切れかけの蛍光灯



 アパートの階段を上る。灰色のコンクリートを踏むたびに足音が虚空に響く。足音が重なって、まるで他の誰かが一緒に登っているようだ。

 深夜の帰宅が私は苦手だった。



 築何十年か忘れたがこのアパートはかなり高齢化している。コンクリートの壁はまさしく老人の肌のようにかさついていて、雨の模様が染みついている。夜の暗がりでその染みを見ると、巨大な虫か人影のように見えてしまう。

 階段のひびが走った手すりや、虫の死骸が張り付いた磨りガラスは、それでもまだ耐えられる。何よりも苦手なのが、私が住む最上階の廊下だった。



 最奥の私の部屋まで十数メートルの直線を、切れかけの蛍光灯が照らしている。今にも息絶えそうな様子で、なんとか数秒間意識を保っては、ふと光を失って、慌ててまた意識を取り戻す。

 薄汚れた廊下が数秒おきに闇に沈むたび、誰もいないはずのそこに、人影が浮かび上がる。

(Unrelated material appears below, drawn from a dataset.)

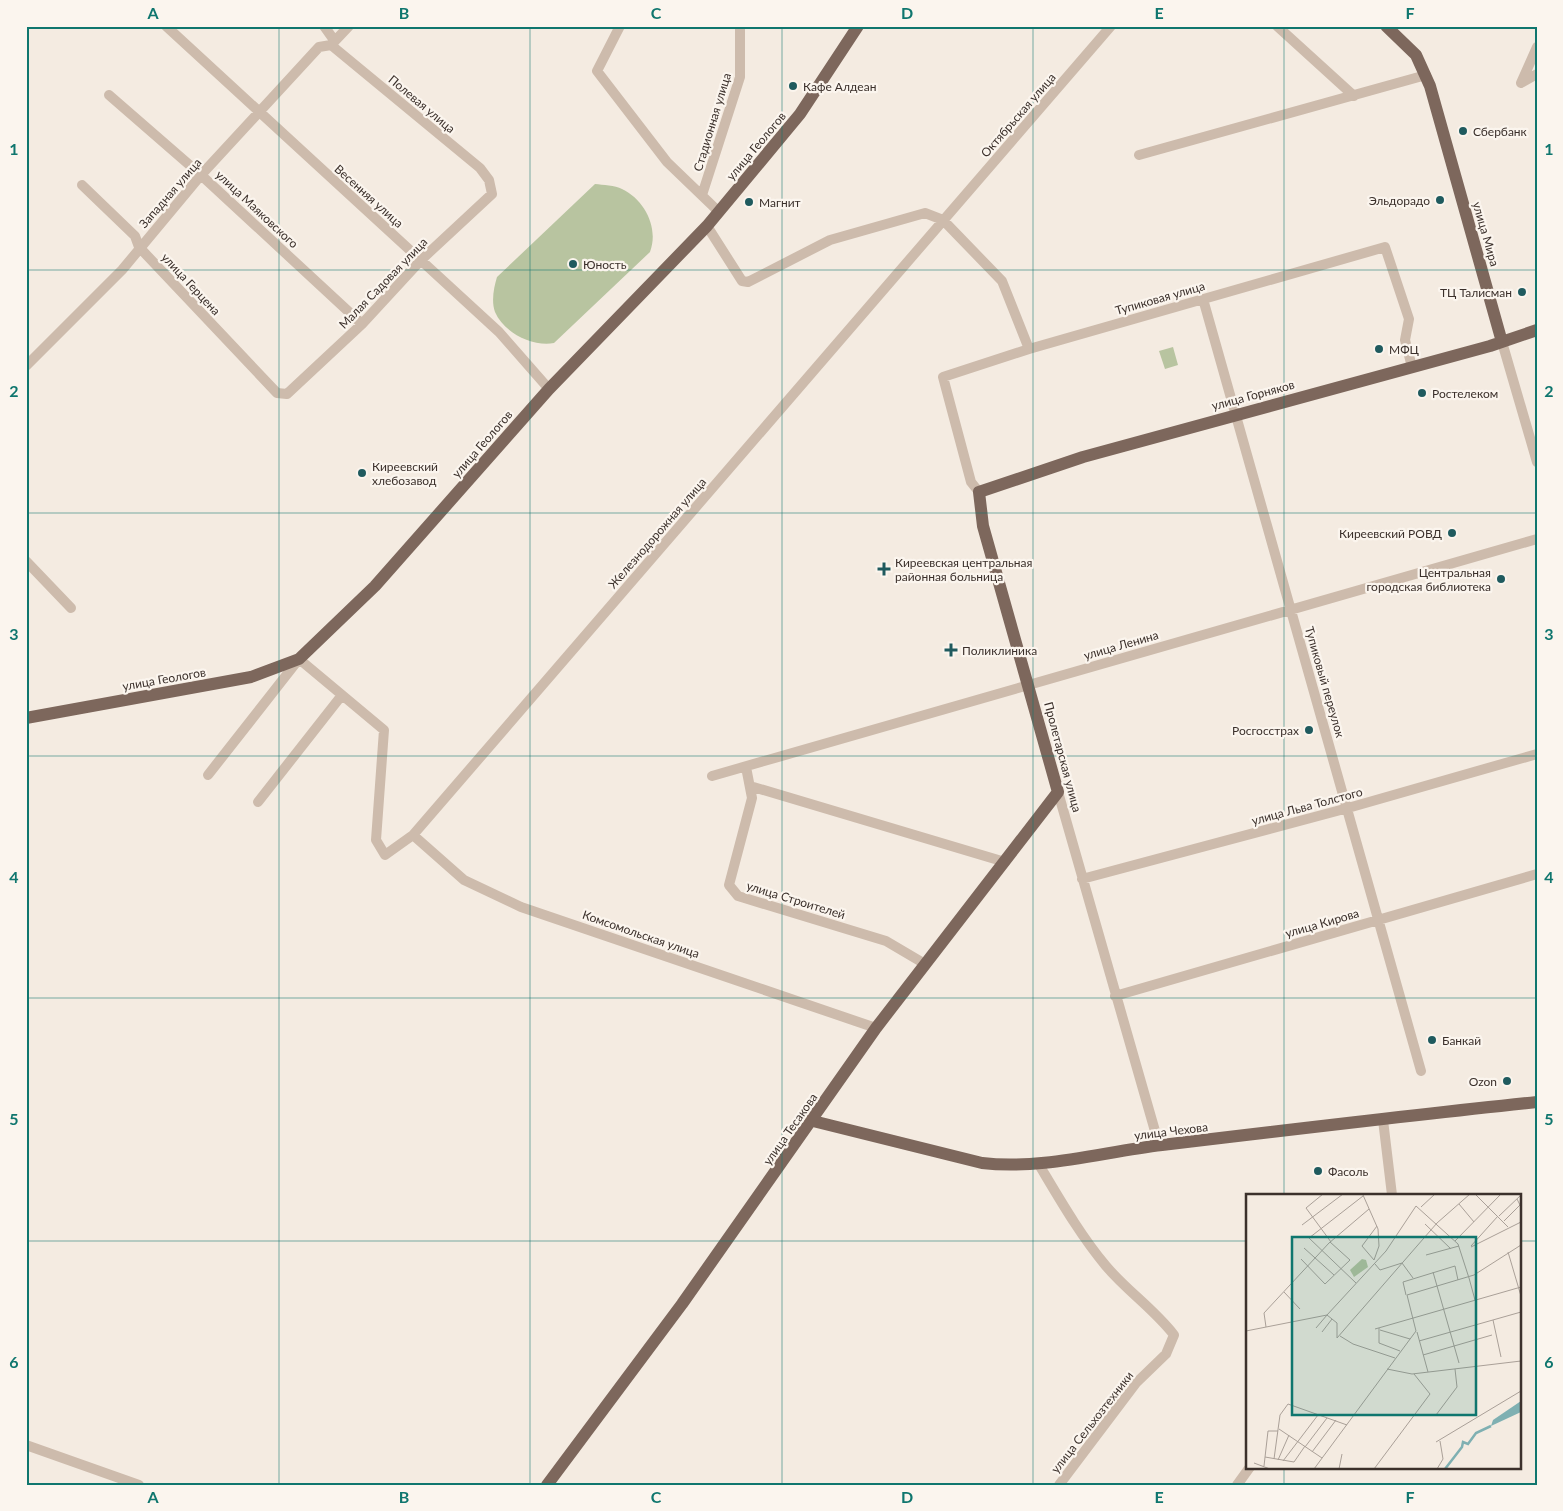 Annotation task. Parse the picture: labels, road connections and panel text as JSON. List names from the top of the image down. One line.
{"streets":{"main road":["улица Геологов","улица Мира","улица Горняков","Пролетарская улица","улица Тесакова","улица Чехова"],"street":["Полевая улица","Октябрьская улица","Стадионная улица","Западная улица","Весенняя улица","улица Маяковского","Малая Садовая улица","улица Герцена","Тупиковая улица","Железнодорожная улица","улица Ленина","Тупиковый переулок","улица Льва Толстого","улица Строителей","улица Кирова","Комсомольская улица","улица Сельхозтехники"]},"crossings":[["Полевая улица","Западная улица"],["Полевая улица","Малая Садовая улица"],["Октябрьская улица","Железнодорожная улица"],["улица Геологов","Весенняя улица"],["Западная улица","Весенняя улица"],["Западная улица","улица Маяковского"],["Западная улица","улица Герцена"],["Весенняя улица","Малая Садовая улица"],["улица Маяковского","Малая Садовая улица"],["улица Мира","улица Горняков"],["Малая Садовая улица","улица Герцена"],["Тупиковая улица","улица Горняков"],["Тупиковая улица","Тупиковый переулок"],["Тупиковая улица","Пролетарская улица"],["улица Горняков","Тупиковый переулок"],["улица Горняков","Пролетарская улица"],["Железнодорожная улица","Комсомольская улица"],["улица Ленина","Тупиковый переулок"],["улица Ленина","Пролетарская улица"],["улица Ленина","улица Строителей"],["Тупиковый переулок","улица Льва Толстого"],["Тупиковый переулок","улица Кирова"],["Пролетарская улица","улица Льва Толстого"],["Пролетарская улица","улица Кирова"],["Пролетарская улица","улица Тесакова"],["Пролетарская улица","улица Чехова"],["улица Строителей","улица Тесакова"],["Комсомольская улица","улица Тесакова"],["улица Тесакова","улица Чехова"],["улица Чехова","улица Сельхозтехники"]],"places":{"other":["Кафе Алдеан","Сбербанк","Эльдорадо","Магнит","Юность","ТЦ Талисман","МФЦ","Ростелеком","Киреевский хлебозавод","Киреевский РОВД","Центральная городская библиотека","Росгосстрах","Банкай","Ozon","Фасоль"],"health":["Киреевская центральная районная больница","Поликлиника"]},"grid":{"columns":["A","B","C","D","E","F"],"rows":["1","2","3","4","5","6"]}}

 私は唇を噛んで、早足で歩き出す。息を止めて、ほとんど走るように急ぐ。

 真っ黒な影。暗がりの中で輪郭はぼやけて、体型も何も分からない。それでも、私にはその顔が想像できるような気がする。



 光が戻る。影が消える。さっきまで影が立っていた場所を駆け抜ける。奇妙な寒気が体表を撫でるけれど、振り向かず、自室の鍵を急いで開ける。手探りで照明のスイッチを押すと、LEDが眩しく光る。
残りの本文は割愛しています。